**Assigned task**
Return each line of the records below that contains the word "rows".

--*--

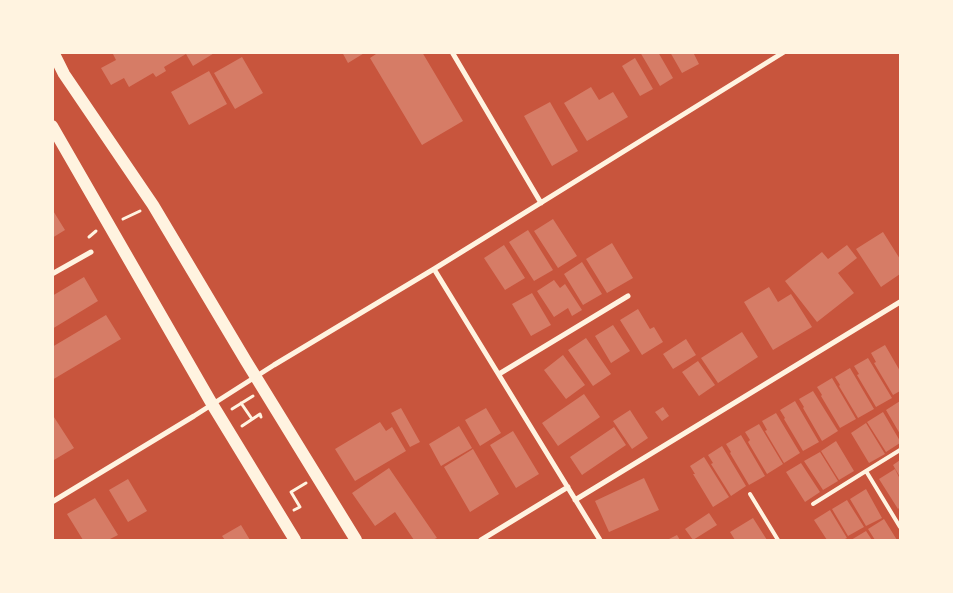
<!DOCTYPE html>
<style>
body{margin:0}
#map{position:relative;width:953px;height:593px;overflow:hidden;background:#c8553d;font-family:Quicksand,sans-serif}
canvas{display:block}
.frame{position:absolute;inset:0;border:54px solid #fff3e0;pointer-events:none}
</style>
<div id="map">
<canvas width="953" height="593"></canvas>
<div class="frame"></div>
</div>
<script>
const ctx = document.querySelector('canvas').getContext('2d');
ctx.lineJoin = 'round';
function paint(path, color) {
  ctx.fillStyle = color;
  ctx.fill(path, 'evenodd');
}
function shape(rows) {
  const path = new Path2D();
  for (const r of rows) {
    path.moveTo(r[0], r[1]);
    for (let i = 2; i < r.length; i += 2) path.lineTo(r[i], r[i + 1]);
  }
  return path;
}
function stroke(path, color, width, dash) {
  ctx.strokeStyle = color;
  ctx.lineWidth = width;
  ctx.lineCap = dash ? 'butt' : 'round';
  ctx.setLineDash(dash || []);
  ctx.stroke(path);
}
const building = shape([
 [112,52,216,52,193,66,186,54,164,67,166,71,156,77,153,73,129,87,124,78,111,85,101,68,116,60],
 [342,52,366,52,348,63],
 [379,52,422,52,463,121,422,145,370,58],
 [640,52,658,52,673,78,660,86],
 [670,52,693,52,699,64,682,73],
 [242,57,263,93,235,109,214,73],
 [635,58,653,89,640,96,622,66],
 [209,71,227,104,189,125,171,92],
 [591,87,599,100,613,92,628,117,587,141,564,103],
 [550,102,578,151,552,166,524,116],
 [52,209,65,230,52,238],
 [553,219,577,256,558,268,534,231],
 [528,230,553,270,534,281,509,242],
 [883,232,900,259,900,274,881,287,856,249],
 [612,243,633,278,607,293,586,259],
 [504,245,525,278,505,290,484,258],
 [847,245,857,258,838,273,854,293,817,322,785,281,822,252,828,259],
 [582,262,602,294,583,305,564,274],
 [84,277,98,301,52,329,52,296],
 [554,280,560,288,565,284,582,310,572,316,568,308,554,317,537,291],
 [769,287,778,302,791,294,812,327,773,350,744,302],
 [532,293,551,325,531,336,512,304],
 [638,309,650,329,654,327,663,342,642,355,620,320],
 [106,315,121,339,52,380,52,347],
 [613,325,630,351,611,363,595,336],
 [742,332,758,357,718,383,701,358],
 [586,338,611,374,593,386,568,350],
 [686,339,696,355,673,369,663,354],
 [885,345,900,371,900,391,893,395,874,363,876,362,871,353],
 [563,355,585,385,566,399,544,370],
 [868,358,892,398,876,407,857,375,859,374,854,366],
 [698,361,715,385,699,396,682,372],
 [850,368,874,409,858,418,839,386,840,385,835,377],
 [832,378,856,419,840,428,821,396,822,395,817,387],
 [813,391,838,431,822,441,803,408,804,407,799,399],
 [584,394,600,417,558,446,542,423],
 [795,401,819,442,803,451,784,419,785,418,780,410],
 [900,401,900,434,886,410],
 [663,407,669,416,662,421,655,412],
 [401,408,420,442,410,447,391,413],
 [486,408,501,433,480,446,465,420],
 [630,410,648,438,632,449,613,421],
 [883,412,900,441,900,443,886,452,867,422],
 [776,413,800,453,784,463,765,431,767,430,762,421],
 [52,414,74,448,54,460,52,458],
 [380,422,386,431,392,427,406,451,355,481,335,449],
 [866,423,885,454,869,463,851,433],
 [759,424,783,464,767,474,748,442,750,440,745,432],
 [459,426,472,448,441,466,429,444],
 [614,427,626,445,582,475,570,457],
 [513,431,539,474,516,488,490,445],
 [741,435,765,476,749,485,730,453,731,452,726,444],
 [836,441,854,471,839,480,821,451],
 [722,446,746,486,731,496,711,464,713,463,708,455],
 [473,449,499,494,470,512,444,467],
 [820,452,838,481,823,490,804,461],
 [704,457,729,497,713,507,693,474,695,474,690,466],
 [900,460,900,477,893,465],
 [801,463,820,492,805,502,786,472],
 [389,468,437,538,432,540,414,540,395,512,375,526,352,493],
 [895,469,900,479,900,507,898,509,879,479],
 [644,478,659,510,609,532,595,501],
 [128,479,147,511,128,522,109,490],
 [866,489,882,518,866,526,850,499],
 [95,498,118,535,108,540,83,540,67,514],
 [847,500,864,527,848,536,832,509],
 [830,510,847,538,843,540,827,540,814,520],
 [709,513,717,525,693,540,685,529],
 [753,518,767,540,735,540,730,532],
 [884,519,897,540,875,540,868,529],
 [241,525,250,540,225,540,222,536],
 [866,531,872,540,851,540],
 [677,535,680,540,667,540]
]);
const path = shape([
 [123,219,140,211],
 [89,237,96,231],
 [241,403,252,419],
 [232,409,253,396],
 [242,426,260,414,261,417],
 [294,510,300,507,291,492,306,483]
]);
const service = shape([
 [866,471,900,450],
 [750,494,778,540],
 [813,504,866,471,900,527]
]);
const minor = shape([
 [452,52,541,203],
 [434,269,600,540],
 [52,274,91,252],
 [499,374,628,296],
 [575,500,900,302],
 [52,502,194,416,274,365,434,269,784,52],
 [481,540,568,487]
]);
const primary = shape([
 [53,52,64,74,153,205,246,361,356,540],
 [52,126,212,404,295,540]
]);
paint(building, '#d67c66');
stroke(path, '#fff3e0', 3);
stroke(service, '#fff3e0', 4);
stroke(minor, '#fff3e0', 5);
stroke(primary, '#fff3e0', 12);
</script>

--*--

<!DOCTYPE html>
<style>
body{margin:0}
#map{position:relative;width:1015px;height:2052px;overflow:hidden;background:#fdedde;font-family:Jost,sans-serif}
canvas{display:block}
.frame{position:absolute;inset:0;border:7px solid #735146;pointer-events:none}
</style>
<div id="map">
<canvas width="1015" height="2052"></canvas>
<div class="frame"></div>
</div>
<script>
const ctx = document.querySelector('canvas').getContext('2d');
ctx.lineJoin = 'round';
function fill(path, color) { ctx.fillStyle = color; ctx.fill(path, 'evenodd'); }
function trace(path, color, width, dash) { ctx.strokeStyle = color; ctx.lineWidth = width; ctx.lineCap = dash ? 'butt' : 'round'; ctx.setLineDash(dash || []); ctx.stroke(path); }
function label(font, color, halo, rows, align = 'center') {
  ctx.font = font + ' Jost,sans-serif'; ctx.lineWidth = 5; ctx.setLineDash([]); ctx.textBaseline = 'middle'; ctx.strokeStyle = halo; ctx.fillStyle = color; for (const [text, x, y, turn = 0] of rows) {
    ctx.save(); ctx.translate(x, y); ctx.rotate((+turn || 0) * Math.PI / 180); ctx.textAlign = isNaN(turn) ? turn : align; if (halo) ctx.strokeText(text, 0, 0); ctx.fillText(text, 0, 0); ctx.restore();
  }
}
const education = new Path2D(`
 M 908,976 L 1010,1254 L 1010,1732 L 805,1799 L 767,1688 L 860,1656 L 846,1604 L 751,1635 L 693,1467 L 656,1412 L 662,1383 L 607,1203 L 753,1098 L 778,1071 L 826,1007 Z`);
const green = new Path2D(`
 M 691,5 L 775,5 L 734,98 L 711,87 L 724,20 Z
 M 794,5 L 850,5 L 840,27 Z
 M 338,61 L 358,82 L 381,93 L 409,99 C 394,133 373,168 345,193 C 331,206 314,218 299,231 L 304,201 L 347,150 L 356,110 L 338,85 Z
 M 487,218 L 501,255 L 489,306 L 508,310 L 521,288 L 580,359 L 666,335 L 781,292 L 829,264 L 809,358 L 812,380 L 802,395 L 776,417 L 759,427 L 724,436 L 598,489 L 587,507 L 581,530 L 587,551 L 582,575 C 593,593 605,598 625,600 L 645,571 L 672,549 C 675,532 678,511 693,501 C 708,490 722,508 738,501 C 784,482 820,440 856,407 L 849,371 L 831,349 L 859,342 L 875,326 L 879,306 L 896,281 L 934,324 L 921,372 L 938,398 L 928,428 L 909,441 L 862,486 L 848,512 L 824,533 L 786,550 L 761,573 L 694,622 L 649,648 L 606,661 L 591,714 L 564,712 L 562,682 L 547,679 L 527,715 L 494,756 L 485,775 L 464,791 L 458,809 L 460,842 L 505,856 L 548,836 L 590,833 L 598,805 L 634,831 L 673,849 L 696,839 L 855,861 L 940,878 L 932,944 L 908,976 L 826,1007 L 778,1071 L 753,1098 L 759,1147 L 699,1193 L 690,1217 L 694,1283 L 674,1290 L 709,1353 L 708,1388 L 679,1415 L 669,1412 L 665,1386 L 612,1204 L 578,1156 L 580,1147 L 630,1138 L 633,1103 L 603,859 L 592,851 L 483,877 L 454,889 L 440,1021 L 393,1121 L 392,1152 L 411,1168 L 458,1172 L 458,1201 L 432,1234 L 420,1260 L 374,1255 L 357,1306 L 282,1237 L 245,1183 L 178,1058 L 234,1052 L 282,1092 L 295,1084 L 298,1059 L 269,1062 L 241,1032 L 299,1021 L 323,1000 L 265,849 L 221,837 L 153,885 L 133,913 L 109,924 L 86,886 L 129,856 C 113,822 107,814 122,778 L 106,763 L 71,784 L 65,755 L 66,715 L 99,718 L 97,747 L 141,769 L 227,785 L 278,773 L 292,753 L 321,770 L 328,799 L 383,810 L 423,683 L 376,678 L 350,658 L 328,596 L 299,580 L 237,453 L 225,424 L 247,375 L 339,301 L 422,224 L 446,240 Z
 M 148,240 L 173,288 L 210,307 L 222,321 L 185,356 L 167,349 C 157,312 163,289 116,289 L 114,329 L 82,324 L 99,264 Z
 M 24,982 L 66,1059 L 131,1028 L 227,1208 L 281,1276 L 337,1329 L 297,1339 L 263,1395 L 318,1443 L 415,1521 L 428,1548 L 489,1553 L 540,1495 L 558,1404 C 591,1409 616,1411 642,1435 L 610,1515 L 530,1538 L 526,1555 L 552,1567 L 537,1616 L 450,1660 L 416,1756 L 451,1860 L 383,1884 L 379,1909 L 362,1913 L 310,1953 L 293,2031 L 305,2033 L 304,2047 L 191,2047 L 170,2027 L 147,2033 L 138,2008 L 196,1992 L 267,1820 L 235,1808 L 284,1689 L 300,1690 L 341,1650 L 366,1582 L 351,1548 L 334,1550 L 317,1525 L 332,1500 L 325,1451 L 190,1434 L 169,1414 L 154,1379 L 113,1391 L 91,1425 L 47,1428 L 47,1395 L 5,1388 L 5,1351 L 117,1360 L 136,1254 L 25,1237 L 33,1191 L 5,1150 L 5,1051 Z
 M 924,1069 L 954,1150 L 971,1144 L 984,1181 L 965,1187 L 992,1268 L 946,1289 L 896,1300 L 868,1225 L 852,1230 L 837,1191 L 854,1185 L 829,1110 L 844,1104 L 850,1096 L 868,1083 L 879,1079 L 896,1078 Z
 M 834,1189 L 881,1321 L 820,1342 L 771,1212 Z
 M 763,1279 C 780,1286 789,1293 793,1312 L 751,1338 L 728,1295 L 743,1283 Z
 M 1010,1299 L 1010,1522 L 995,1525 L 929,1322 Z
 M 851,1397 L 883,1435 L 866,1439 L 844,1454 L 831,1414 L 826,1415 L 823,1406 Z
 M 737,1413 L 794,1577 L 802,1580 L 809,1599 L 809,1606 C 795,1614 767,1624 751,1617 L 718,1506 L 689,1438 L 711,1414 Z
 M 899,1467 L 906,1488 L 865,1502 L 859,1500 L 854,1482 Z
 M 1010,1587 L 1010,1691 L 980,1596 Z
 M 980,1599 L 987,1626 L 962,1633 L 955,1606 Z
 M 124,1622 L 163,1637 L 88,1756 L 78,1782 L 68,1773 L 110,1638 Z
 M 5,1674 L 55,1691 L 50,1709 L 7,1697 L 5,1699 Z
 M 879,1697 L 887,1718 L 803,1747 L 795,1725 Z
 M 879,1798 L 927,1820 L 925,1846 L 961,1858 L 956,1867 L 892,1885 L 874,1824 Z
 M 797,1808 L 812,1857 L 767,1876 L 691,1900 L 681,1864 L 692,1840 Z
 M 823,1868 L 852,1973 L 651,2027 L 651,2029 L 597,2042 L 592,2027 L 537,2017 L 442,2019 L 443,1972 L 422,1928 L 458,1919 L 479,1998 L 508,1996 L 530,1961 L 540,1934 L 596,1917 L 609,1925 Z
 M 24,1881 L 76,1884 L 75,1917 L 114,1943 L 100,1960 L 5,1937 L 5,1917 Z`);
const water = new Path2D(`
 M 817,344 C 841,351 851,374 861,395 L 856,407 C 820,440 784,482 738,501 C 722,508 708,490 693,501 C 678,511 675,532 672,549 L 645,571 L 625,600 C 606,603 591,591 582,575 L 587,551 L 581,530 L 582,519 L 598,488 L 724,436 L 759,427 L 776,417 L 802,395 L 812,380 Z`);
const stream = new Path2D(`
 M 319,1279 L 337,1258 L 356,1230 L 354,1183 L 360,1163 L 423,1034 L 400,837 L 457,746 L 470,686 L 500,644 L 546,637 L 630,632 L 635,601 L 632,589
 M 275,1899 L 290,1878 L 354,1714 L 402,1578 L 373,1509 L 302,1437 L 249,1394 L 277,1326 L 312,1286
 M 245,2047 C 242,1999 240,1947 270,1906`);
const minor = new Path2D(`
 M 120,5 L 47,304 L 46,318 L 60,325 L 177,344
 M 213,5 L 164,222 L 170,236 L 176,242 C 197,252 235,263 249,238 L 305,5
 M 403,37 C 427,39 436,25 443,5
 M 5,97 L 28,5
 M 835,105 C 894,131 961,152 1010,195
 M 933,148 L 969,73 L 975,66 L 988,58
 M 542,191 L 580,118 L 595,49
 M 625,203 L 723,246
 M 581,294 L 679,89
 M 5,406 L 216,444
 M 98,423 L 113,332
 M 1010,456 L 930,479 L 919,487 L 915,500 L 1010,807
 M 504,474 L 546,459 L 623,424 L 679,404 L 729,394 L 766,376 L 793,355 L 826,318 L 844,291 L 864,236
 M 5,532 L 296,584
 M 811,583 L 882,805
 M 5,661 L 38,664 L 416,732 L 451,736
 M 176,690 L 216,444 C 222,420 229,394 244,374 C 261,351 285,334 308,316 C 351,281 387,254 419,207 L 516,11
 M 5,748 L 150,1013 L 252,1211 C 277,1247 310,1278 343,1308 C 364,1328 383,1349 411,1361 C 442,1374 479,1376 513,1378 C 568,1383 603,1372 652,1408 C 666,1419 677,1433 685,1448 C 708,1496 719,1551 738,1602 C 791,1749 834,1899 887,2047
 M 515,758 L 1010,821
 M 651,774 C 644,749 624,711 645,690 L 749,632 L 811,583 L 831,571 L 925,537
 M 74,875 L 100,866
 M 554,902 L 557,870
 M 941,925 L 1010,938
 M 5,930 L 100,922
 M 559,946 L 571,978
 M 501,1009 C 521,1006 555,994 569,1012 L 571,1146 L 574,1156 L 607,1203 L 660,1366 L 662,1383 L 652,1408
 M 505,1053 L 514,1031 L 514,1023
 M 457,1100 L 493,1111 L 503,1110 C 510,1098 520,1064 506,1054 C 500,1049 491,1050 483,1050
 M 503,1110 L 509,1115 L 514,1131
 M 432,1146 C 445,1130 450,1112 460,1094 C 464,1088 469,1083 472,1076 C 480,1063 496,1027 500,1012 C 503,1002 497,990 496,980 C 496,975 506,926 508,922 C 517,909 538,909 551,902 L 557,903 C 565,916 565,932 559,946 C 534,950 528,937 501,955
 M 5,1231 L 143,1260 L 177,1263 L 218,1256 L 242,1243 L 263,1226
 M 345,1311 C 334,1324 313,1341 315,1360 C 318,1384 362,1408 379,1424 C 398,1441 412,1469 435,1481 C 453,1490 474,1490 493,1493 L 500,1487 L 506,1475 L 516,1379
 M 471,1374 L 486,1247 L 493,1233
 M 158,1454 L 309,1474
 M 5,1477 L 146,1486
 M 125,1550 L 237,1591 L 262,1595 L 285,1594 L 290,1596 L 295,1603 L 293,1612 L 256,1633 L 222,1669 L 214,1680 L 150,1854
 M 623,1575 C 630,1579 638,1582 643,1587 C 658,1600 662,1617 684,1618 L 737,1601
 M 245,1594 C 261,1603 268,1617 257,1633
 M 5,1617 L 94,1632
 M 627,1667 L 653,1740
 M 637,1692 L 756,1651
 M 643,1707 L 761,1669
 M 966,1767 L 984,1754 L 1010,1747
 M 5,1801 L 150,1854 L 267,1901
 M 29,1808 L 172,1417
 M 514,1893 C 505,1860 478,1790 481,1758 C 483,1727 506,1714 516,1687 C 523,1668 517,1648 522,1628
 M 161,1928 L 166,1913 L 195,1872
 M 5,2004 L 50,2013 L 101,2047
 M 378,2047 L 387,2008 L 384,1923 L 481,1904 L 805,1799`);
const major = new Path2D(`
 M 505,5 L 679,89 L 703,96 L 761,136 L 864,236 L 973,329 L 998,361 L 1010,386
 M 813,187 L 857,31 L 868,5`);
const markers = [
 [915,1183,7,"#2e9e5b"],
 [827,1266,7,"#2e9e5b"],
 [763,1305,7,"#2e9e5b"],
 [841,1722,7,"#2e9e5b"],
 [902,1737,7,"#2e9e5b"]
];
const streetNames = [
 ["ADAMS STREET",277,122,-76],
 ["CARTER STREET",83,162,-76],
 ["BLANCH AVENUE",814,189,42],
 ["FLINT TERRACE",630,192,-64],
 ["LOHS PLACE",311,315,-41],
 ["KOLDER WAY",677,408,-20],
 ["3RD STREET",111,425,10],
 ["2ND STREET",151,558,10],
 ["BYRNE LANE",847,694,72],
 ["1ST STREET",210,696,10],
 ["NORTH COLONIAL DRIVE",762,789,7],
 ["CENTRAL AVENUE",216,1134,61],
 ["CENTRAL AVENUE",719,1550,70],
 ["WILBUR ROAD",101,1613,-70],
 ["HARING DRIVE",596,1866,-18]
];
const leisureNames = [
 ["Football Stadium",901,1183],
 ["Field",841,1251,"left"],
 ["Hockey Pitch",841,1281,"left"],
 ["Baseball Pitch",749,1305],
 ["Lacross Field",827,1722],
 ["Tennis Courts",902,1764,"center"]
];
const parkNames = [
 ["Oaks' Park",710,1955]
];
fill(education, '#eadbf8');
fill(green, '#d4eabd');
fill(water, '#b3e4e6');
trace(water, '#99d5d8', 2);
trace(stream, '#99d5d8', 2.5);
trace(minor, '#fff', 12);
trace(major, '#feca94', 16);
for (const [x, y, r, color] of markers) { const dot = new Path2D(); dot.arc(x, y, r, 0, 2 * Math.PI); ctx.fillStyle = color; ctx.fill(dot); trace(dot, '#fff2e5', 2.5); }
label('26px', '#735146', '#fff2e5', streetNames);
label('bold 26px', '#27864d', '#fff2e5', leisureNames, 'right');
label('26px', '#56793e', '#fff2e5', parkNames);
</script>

--*--

**Exercise response**
function shape(rows) {
  for (const r of rows) {
function label(font, color, halo, rows, align = 'center') {
  ctx.font = font + ' Jost,sans-serif'; ctx.lineWidth = 5; ctx.setLineDash([]); ctx.textBaseline = 'middle'; ctx.strokeStyle = halo; ctx.fillStyle = color; for (const [text, x, y, turn = 0] of rows) {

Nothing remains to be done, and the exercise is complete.